KEMSA SCAM: ICPAK warns members of dire consequences if found culpable
BY DAMA KALAMA
The institute of certified public accountants of Kenya ICPAK has warned it will suspended and deregistered members implicated in the Kenya Medical Supplies Authority (Kemsa) scandal.
ICPAK chair Rose Mwaura stated categorically that the institute was keenly awaiting ongoing probe by the Ethics and Anti-Corruption commission EACC after which it will initiate its own disciplinary mechanism to implicate members.
“We have our own disciplinary mechanisms that we normally follow and on this Kemsa issue we will wait until the probe is concluded and if there are our members we will not hesitate to take action, including deregistration, “said Mwaura.
Their concerns emerge as investigative agencies embark on extensive investigations into alleged bulk of irregular procurement and supplies of medical equipment amounting to Billions of shillings.

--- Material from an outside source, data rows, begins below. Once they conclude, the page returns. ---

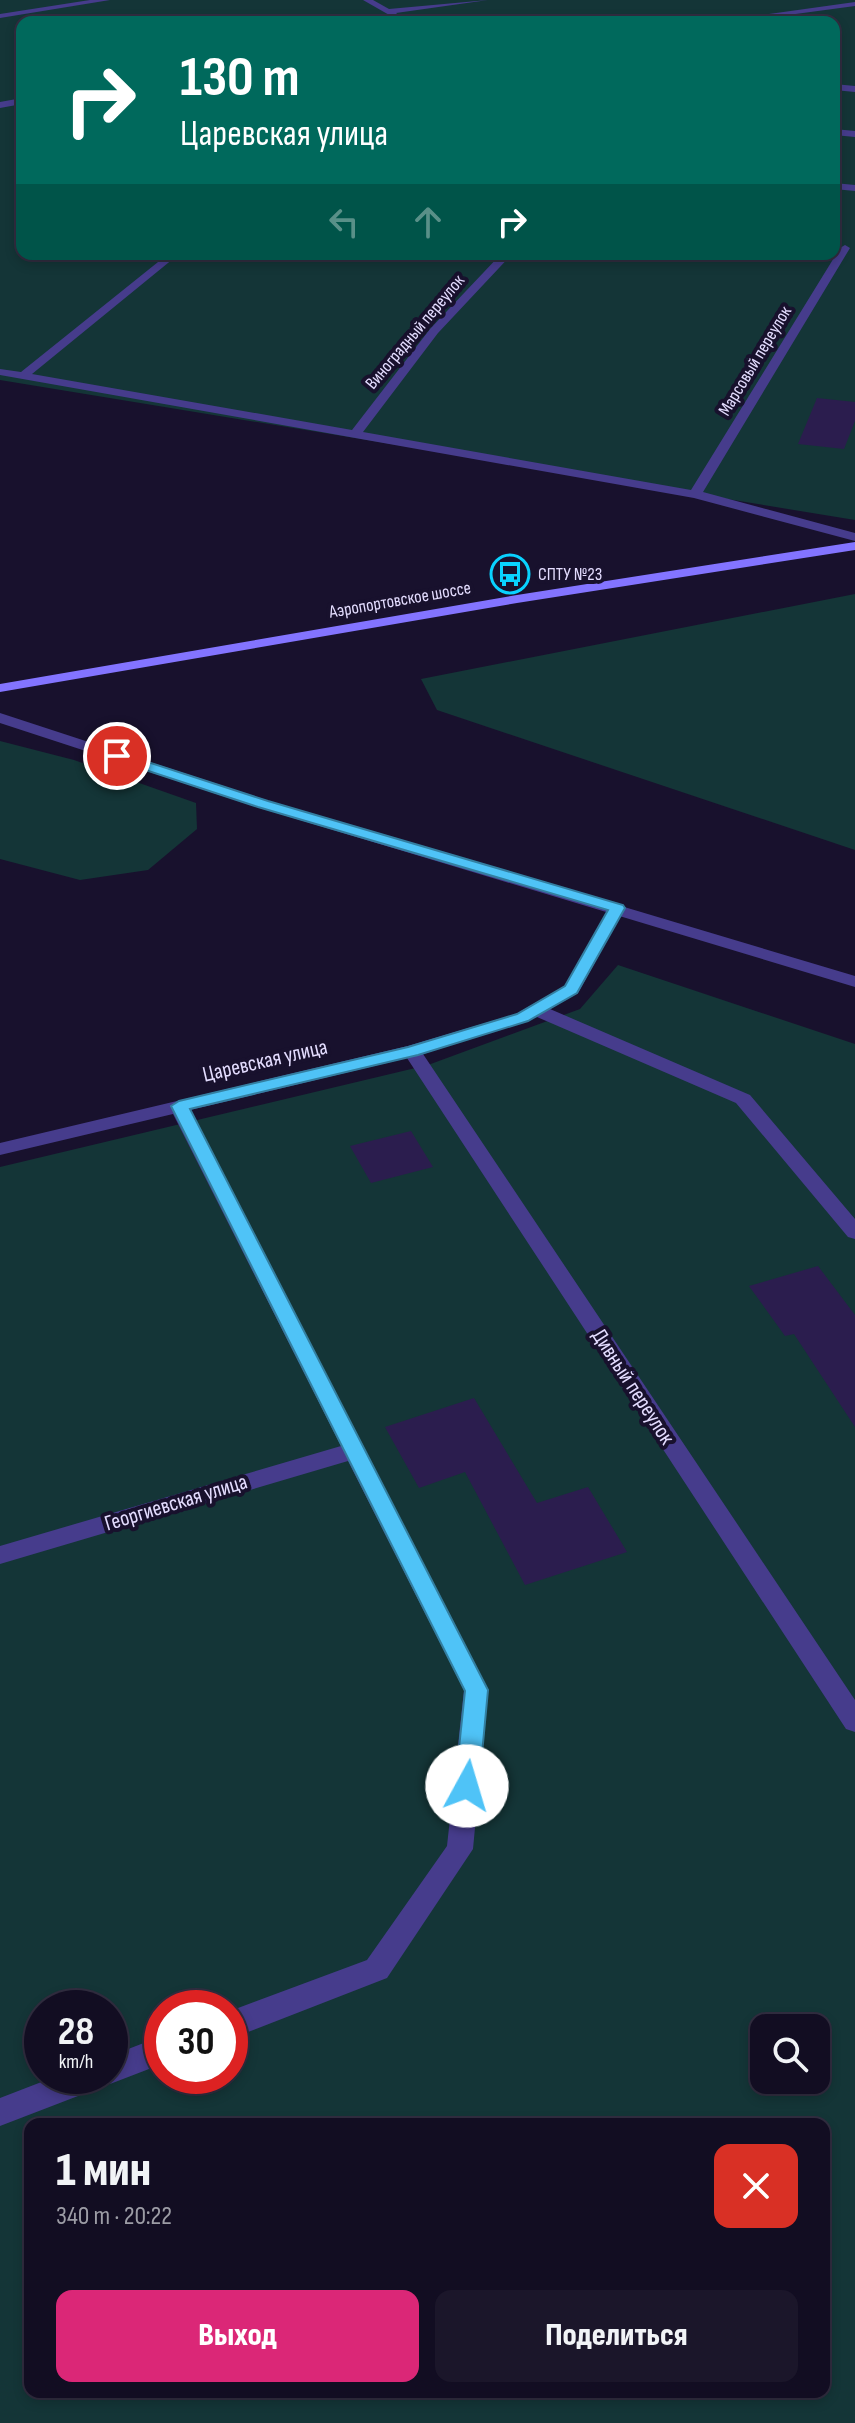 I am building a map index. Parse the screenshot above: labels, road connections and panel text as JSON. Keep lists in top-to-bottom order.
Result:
{
  "streets": {
    "main road": ["Аэропортовское шоссе"],
    "street": [
      "Виноградный переулок",
      "Марсовый переулок",
      "Царевская улица",
      "Дивный переулок",
      "Георгиевская улица"
    ]
  },
  "crossings": [
    ["Царевская улица", "Дивный переулок"]
  ],
  "places": {
    "bus stop": ["СПТУ №23"]
  },
  "page": {
    "turn": ["130 m", "Царевская улица"],
    "speed": "28 km/h",
    "limit": "30",
    "heading": ["1 мин", "340 m · 20:22"],
    "buttons": ["Выход", "Поделиться"]
  }
} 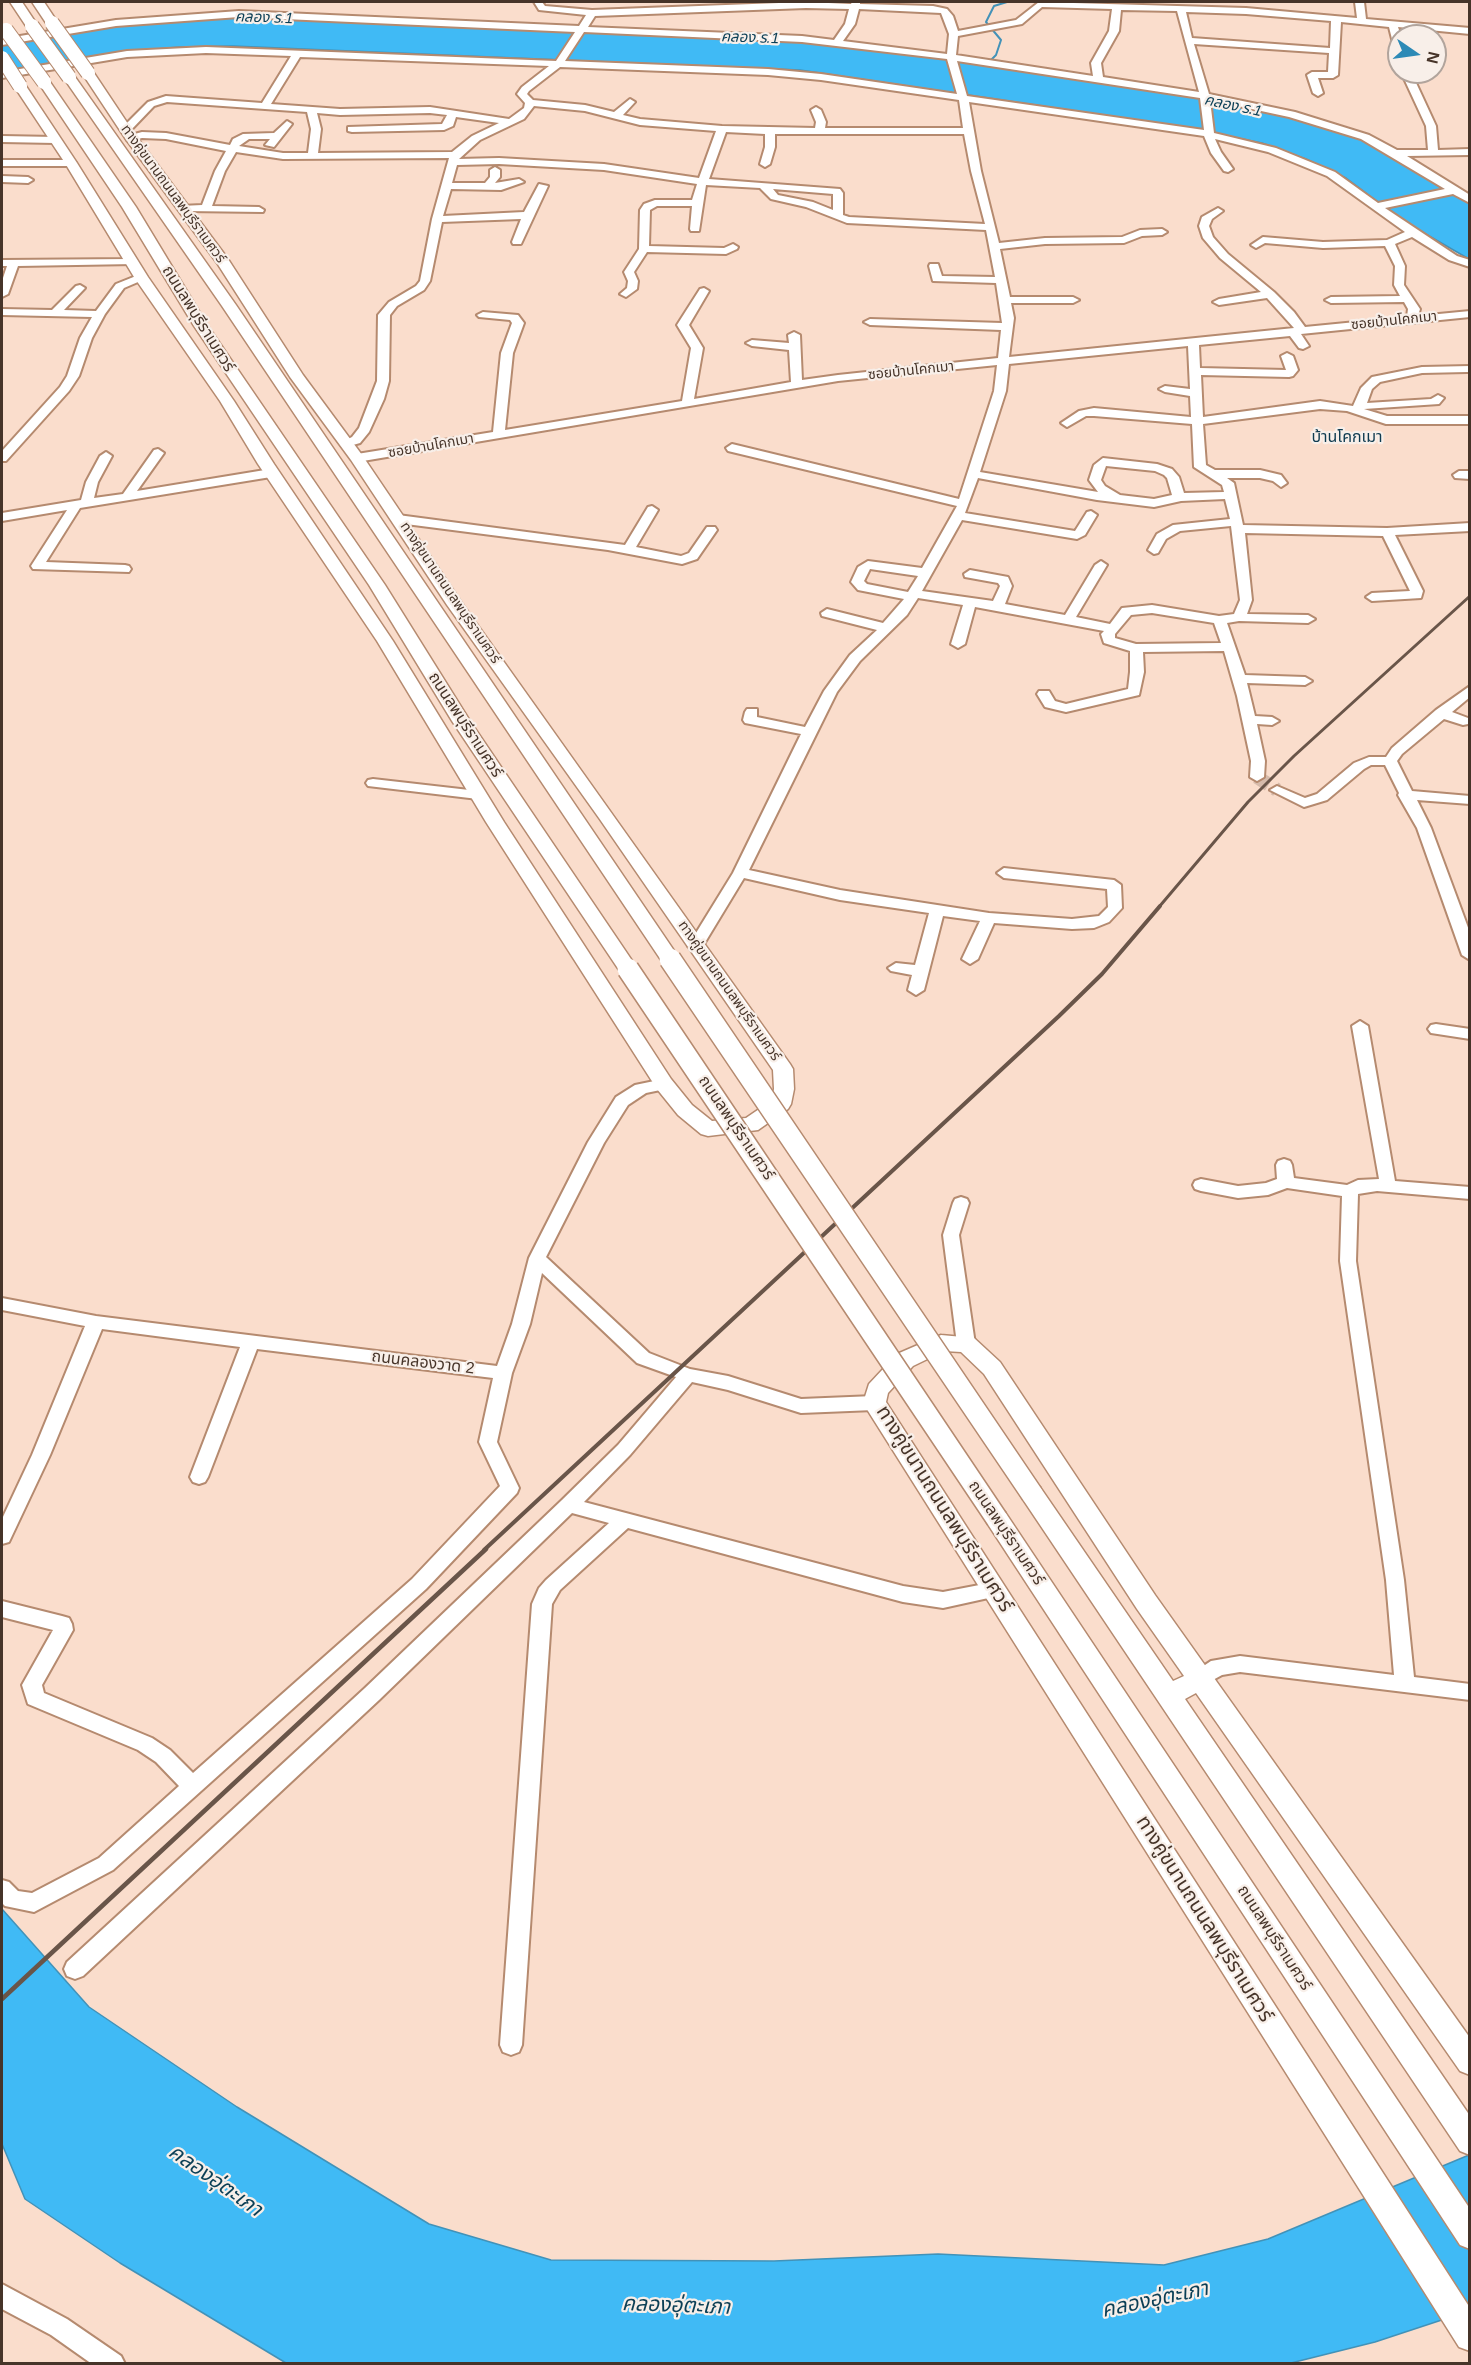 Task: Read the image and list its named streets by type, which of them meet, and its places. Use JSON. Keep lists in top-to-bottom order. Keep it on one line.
{"streets":{"main road":["ทางคู่ขนานถนนลพบุรีราเมศวร์","ถนนลพบุรีราเมศวร์"],"street":["ซอยบ้านโคกเมา","ถนนคลองวาด 2"]},"crossings":[["ทางคู่ขนานถนนลพบุรีราเมศวร์","ซอยบ้านโคกเมา"]],"districts":["บ้านโคกเมา"],"water":["คลอง ร.1","คลองอุ่ตะเภา"],"north":"right"}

“Public officers and all professionals must not hide behind procedural activities such as Public Procurement and Disposal Act to do the wrong thing. We have recently heard that KEMSA is now seeking the permission of the Ministry to sell COVID supplies at a loss of approximately KES 2.3B. This must be investigated and someone must take responsibility for this loss,” she added.
The accountants are now calling on the Parliament to immediately consider and enact the Whistleblowers Protection Act alluding that ICPAK members come across various matters regularly while doing their jobs, therefore they need protection to be able to do their jobs.

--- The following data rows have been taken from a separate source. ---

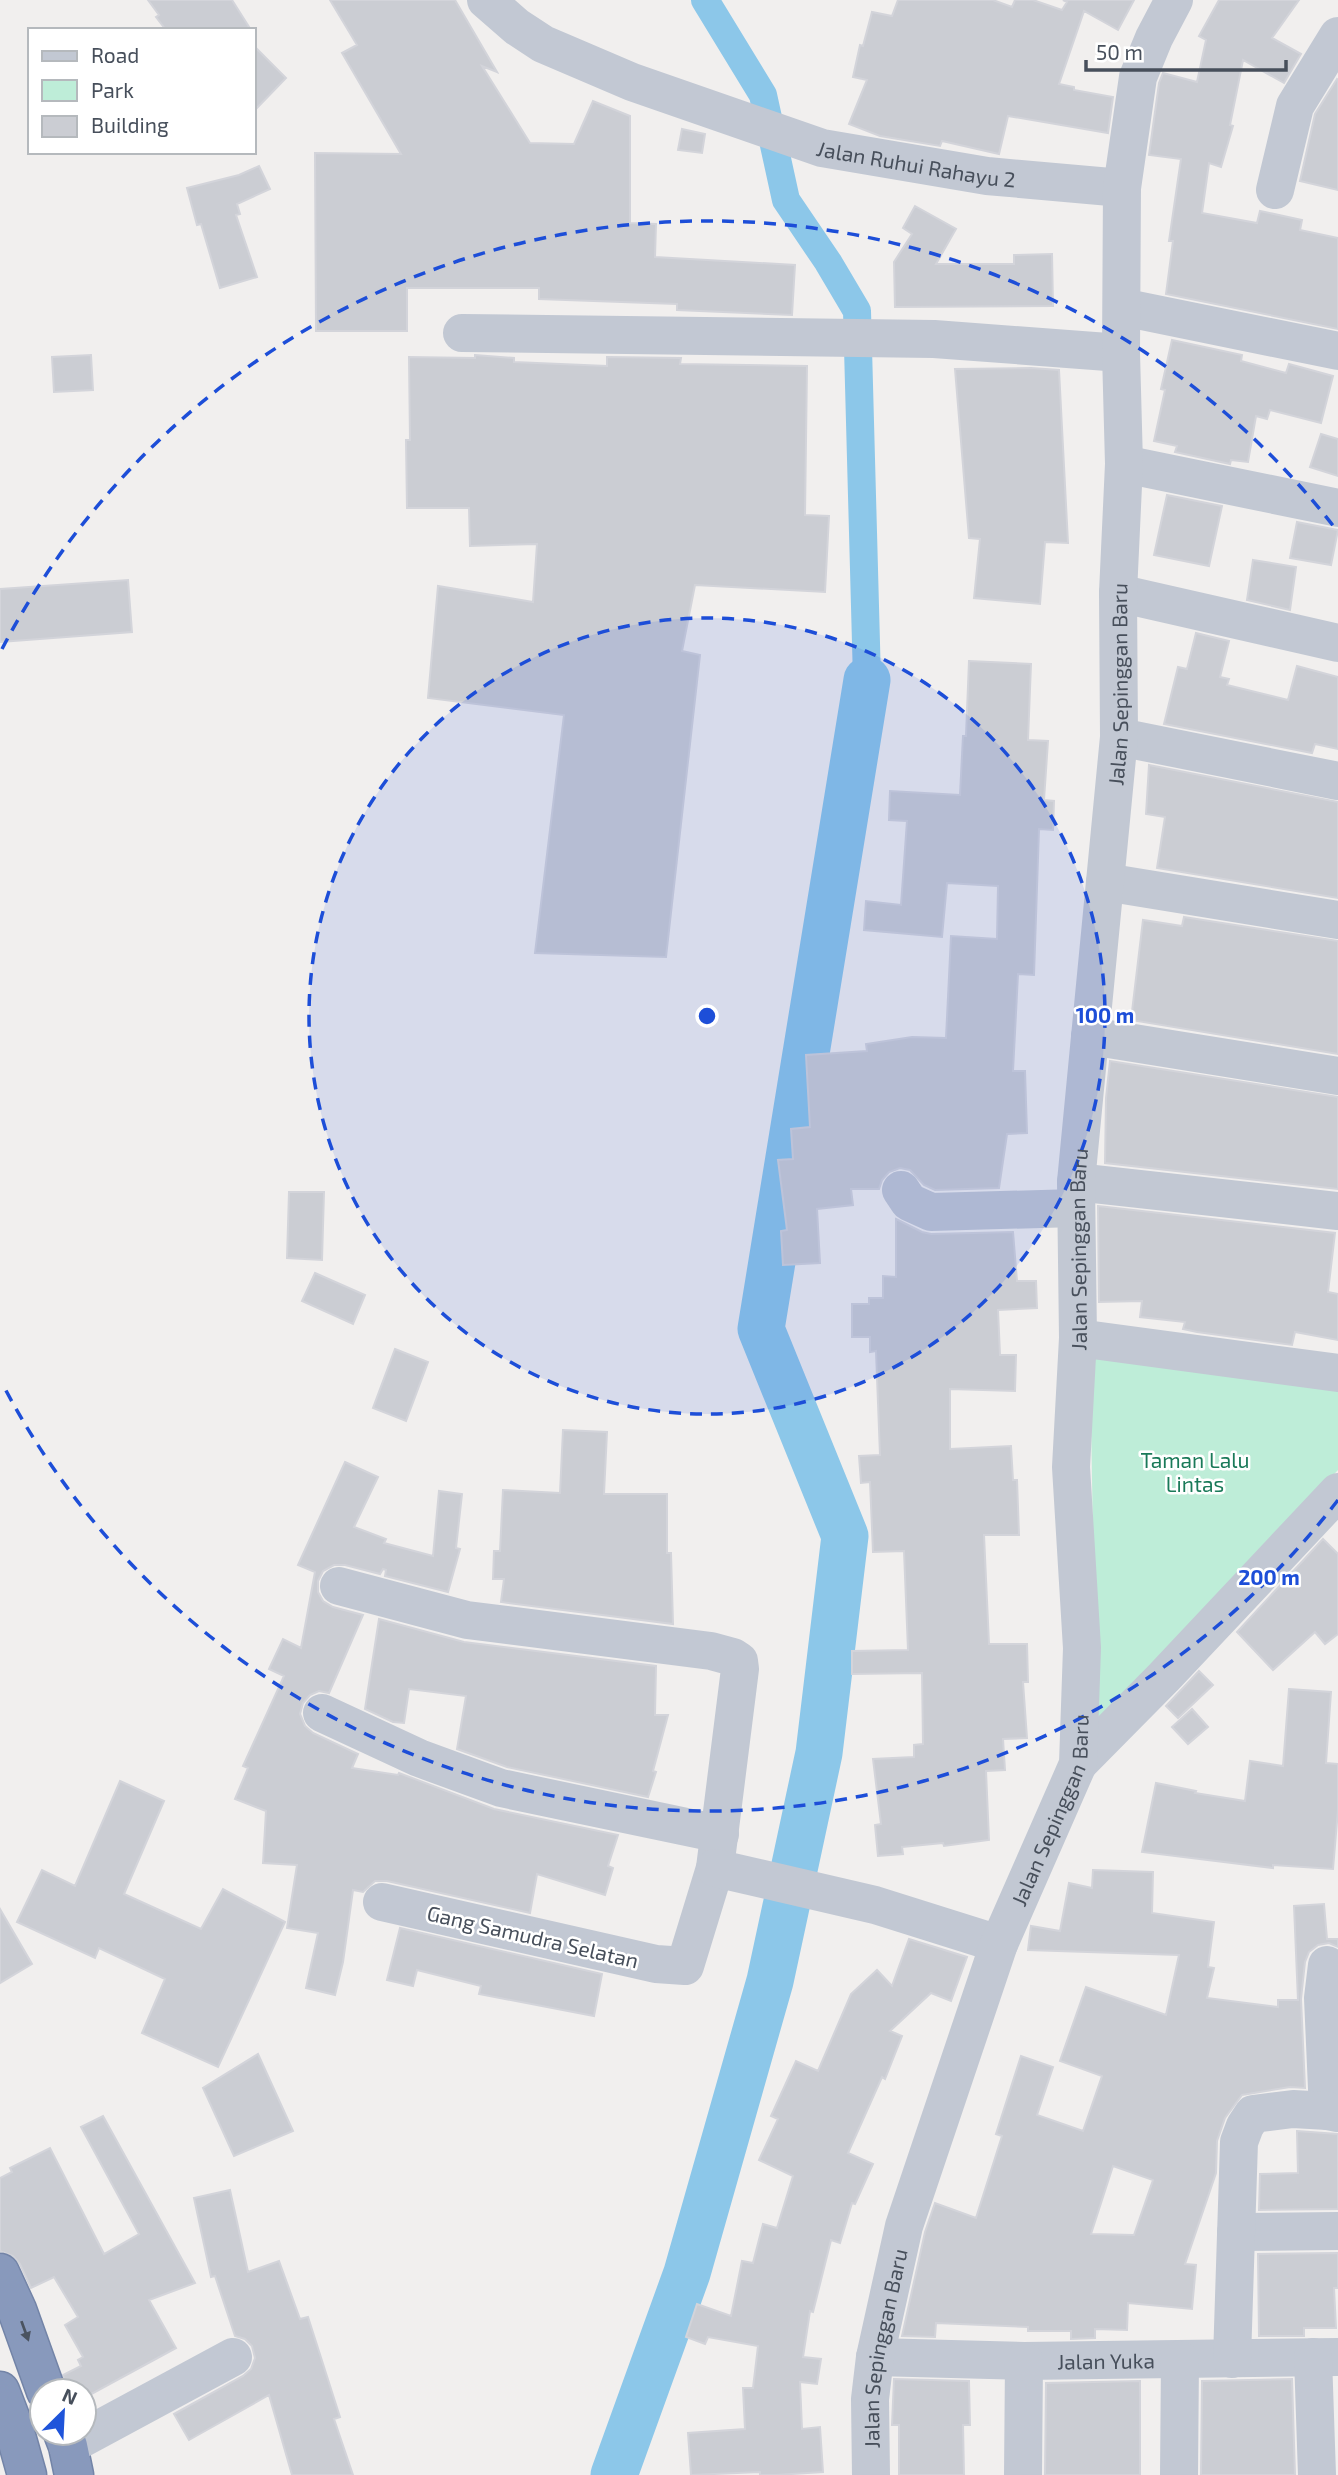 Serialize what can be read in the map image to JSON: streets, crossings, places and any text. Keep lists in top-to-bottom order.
{
  "streets": {
    "street": [
      "Jalan Ruhui Rahayu 2",
      "Jalan Sepinggan Baru",
      "Gang Samudra Selatan",
      "Jalan Yuka"
    ]
  },
  "crossings": [
    ["Jalan Ruhui Rahayu 2", "Jalan Sepinggan Baru"],
    ["Jalan Sepinggan Baru", "Jalan Yuka"]
  ],
  "parks": ["Taman Lalu Lintas"],
  "legend": ["Road", "Park", "Building"],
  "scale_bar": "50 m",
  "north": "top right",
  "rings": ["100 m", "200 m"]
}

“We have seen our members harassed, sent show cause letters, fired from their jobs and even some have lost their lives when they whistle-blow or report on the theft of public funds,”Mwaura said.
Speaking during the 7th annual public sector accountant’s conference in Mombasa, the institute also raised concerns over the ballooning public debt that has continued to haunt Kenya’s economy and worsened the cost of living.
“We therefore recommend the government to Retire the commercial loans with concessional ones and or renegotiated debt relief terms given the adverse impact of the pandemic, “she added.
The institute also wants the state to enhance transparency, scrutiny and accountability in the utilization of borrowed funds and debt funded programs.
“Have an independent audit of the public debt register Focus on repayment measures and renegotiation of debt relief terms given the adverse impact of the pandemic, ”she added.
According to the Central Bank, the public debt for the year ending June 2020 stood at Sh 6.7 trillion, comprising Sh3.2 trillion domestic and Sh3.5 Trillion external debt.
This was a net public debt increase of Sh800 Billion over the fiscal year 2019/2020. The debt stock raised Kenya’s public debt to over 65 percent of GDP.
“This continues to be a concern to the Institute given the deteriorating fiscal outlook, and erosion of the revenue base arising from Covid-19 effect on the economy,” she added.
This is further worsened with the high debt and interest burden arising from the existing commercial loans. The Parliamentary Budget Office projects that the Country will soon be hitting the 9 Trillion debt limit set last year.